══ DATA UNDER STUDY ══
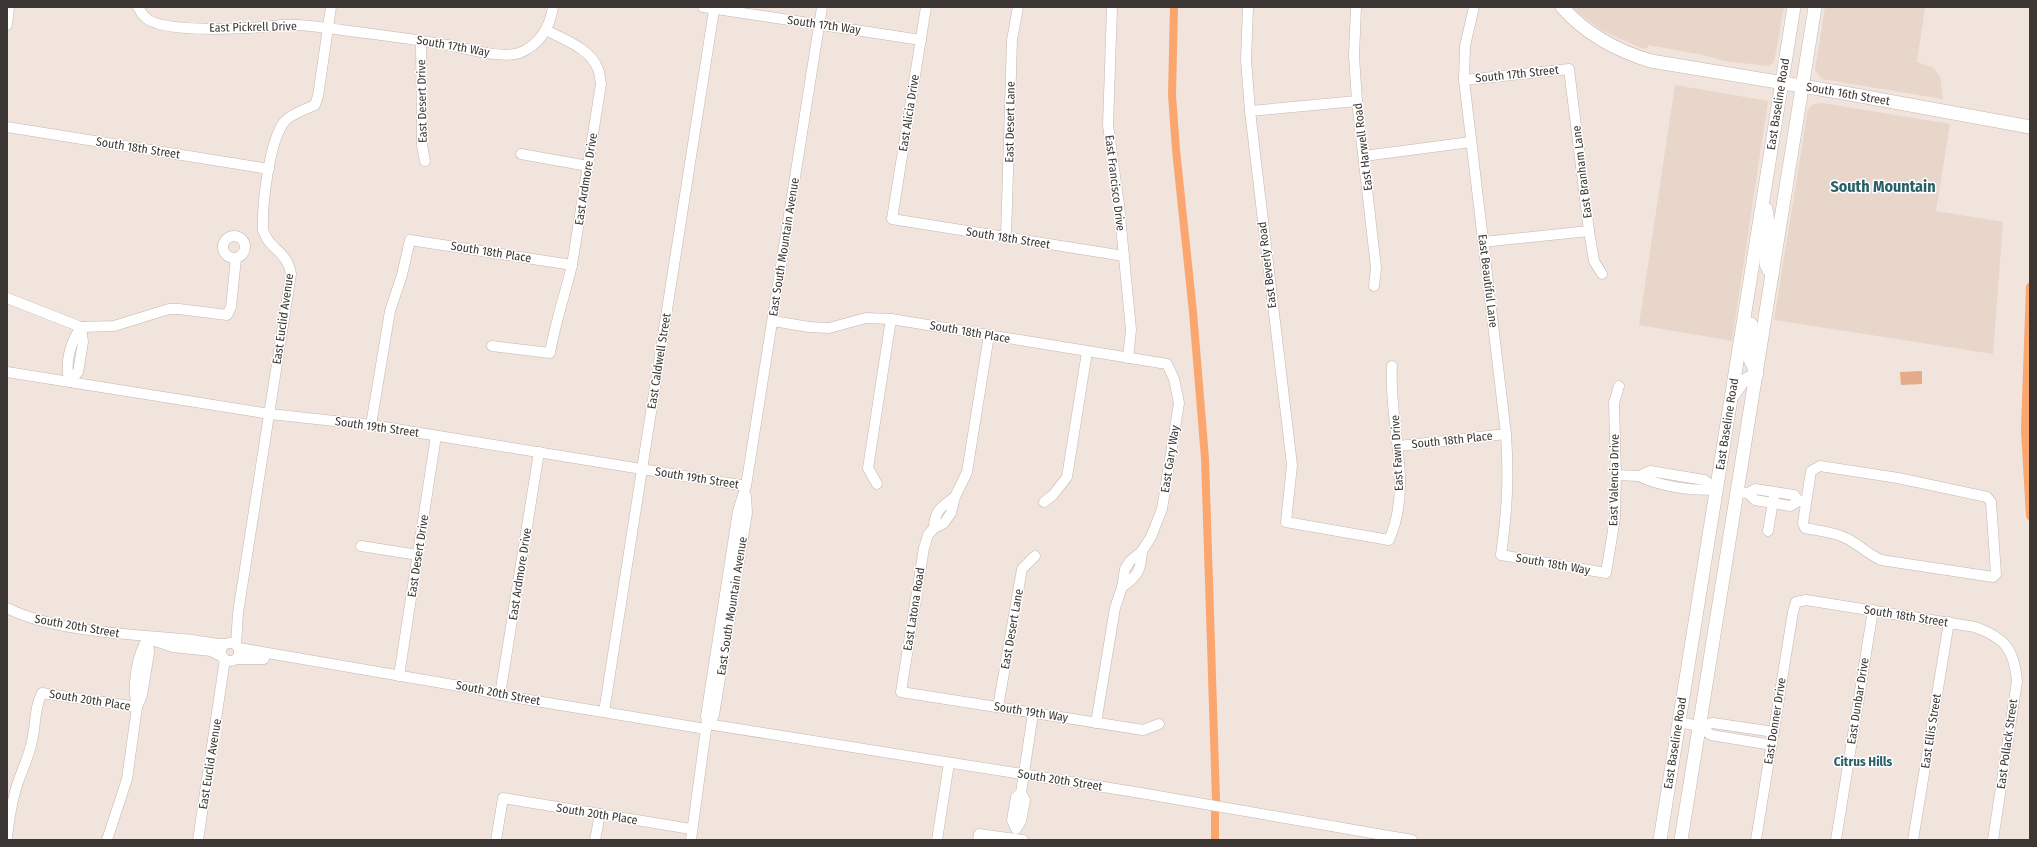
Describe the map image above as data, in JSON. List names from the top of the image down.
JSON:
{
  "streets": {
    "main road": ["South 16th Street", "East Baseline Road"],
    "street": [
      "South 17th Way",
      "East Pickrell Drive",
      "South 17th Street",
      "East Desert Drive",
      "East Alicia Drive",
      "East Desert Lane",
      "East Harwell Road",
      "South 18th Street",
      "East Branham Lane",
      "East Ardmore Drive",
      "East Francisco Drive",
      "East South Mountain Avenue",
      "South 18th Place",
      "East Beverly Road",
      "East Beautiful Lane",
      "East Euclid Avenue",
      "East Caldwell Street",
      "South 19th Street",
      "East Fawn Drive",
      "East Gary Way",
      "East Valencia Drive",
      "South 18th Way",
      "East Latona Road",
      "South 20th Street",
      "South 20th Place",
      "East Dunbar Drive",
      "South 19th Way",
      "East Donner Drive",
      "East Ellis Street",
      "East Pollack Street"
    ]
  },
  "crossings": [
    ["South 17th Way", "East Pickrell Drive"],
    ["South 17th Way", "East Desert Drive"],
    ["South 17th Way", "East Alicia Drive"],
    ["South 17th Way", "East Ardmore Drive"],
    ["South 17th Way", "East South Mountain Avenue"],
    ["South 17th Way", "East Euclid Avenue"],
    ["South 17th Way", "East Caldwell Street"],
    ["East Pickrell Drive", "East Euclid Avenue"],
    ["South 17th Street", "East Branham Lane"],
    ["South 17th Street", "East Beautiful Lane"],
    ["South 16th Street", "East Baseline Road"],
    ["East Desert Drive", "South 19th Street"],
    ["East Desert Drive", "South 20th Street"],
    ["East Alicia Drive", "South 18th Street"],
    ["East Desert Lane", "South 18th Street"],
    ["East Desert Lane", "South 19th Way"],
    ["South 18th Street", "East Francisco Drive"],
    ["South 18th Street", "East Euclid Avenue"],
    ["South 18th Street", "East Dunbar Drive"],
    ["South 18th Street", "East Donner Drive"],
    ["South 18th Street", "East Ellis Street"],
    ["South 18th Street", "East Pollack Street"],
    ["East Ardmore Drive", "South 18th Place"],
    ["East Ardmore Drive", "South 19th Street"],
    ["East Ardmore Drive", "South 20th Street"],
    ["East Francisco Drive", "South 18th Place"],
    ["East South Mountain Avenue", "South 18th Place"],
    ["East South Mountain Avenue", "South 19th Street"],
    ["East South Mountain Avenue", "South 20th Street"],
    ["East South Mountain Avenue", "South 20th Place"],
    ["South 18th Place", "East Beautiful Lane"],
    ["South 18th Place", "South 19th Street"],
    ["South 18th Place", "East Fawn Drive"],
    ["South 18th Place", "East Gary Way"],
    ["South 18th Place", "East Latona Road"],
    ["East Beverly Road", "East Fawn Drive"],
    ["East Beautiful Lane", "South 18th Way"],
    ["East Euclid Avenue", "South 19th Street"],
    ["East Euclid Avenue", "South 20th Street"],
    ["East Caldwell Street", "South 19th Street"],
    ["East Caldwell Street", "South 20th Street"],
    ["East Gary Way", "South 19th Way"],
    ["East Valencia Drive", "South 18th Way"],
    ["East Latona Road", "South 19th Way"]
  ],
  "districts": ["South Mountain", "Citrus Hills"]
}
═══
• **WORK INSTRUCTION**
All the material shown above is to be copied exactly, with no pictures carried over.

• **RESPONSE AREA**
Describe the map image above as data, in JSON. List names from the top of the image down.
JSON:
{
  "streets": {
    "main road": ["South 16th Street", "East Baseline Road"],
    "street": [
      "South 17th Way",
      "East Pickrell Drive",
      "South 17th Street",
      "East Desert Drive",
      "East Alicia Drive",
      "East Desert Lane",
      "East Harwell Road",
      "South 18th Street",
      "East Branham Lane",
      "East Ardmore Drive",
      "East Francisco Drive",
      "East South Mountain Avenue",
      "South 18th Place",
      "East Beverly Road",
      "East Beautiful Lane",
      "East Euclid Avenue",
      "East Caldwell Street",
      "South 19th Street",
      "East Fawn Drive",
      "East Gary Way",
      "East Valencia Drive",
      "South 18th Way",
      "East Latona Road",
      "South 20th Street",
      "South 20th Place",
      "East Dunbar Drive",
      "South 19th Way",
      "East Donner Drive",
      "East Ellis Street",
      "East Pollack Street"
    ]
  },
  "crossings": [
    ["South 17th Way", "East Pickrell Drive"],
    ["South 17th Way", "East Desert Drive"],
    ["South 17th Way", "East Alicia Drive"],
    ["South 17th Way", "East Ardmore Drive"],
    ["South 17th Way", "East South Mountain Avenue"],
    ["South 17th Way", "East Euclid Avenue"],
    ["South 17th Way", "East Caldwell Street"],
    ["East Pickrell Drive", "East Euclid Avenue"],
    ["South 17th Street", "East Branham Lane"],
    ["South 17th Street", "East Beautiful Lane"],
    ["South 16th Street", "East Baseline Road"],
    ["East Desert Drive", "South 19th Street"],
    ["East Desert Drive", "South 20th Street"],
    ["East Alicia Drive", "South 18th Street"],
    ["East Desert Lane", "South 18th Street"],
    ["East Desert Lane", "South 19th Way"],
    ["South 18th Street", "East Francisco Drive"],
    ["South 18th Street", "East Euclid Avenue"],
    ["South 18th Street", "East Dunbar Drive"],
    ["South 18th Street", "East Donner Drive"],
    ["South 18th Street", "East Ellis Street"],
    ["South 18th Street", "East Pollack Street"],
    ["East Ardmore Drive", "South 18th Place"],
    ["East Ardmore Drive", "South 19th Street"],
    ["East Ardmore Drive", "South 20th Street"],
    ["East Francisco Drive", "South 18th Place"],
    ["East South Mountain Avenue", "South 18th Place"],
    ["East South Mountain Avenue", "South 19th Street"],
    ["East South Mountain Avenue", "South 20th Street"],
    ["East South Mountain Avenue", "South 20th Place"],
    ["South 18th Place", "East Beautiful Lane"],
    ["South 18th Place", "South 19th Street"],
    ["South 18th Place", "East Fawn Drive"],
    ["South 18th Place", "East Gary Way"],
    ["South 18th Place", "East Latona Road"],
    ["East Beverly Road", "East Fawn Drive"],
    ["East Beautiful Lane", "South 18th Way"],
    ["East Euclid Avenue", "South 19th Street"],
    ["East Euclid Avenue", "South 20th Street"],
    ["East Caldwell Street", "South 19th Street"],
    ["East Caldwell Street", "South 20th Street"],
    ["East Gary Way", "South 19th Way"],
    ["East Valencia Drive", "South 18th Way"],
    ["East Latona Road", "South 19th Way"]
  ],
  "districts": ["South Mountain", "Citrus Hills"]
}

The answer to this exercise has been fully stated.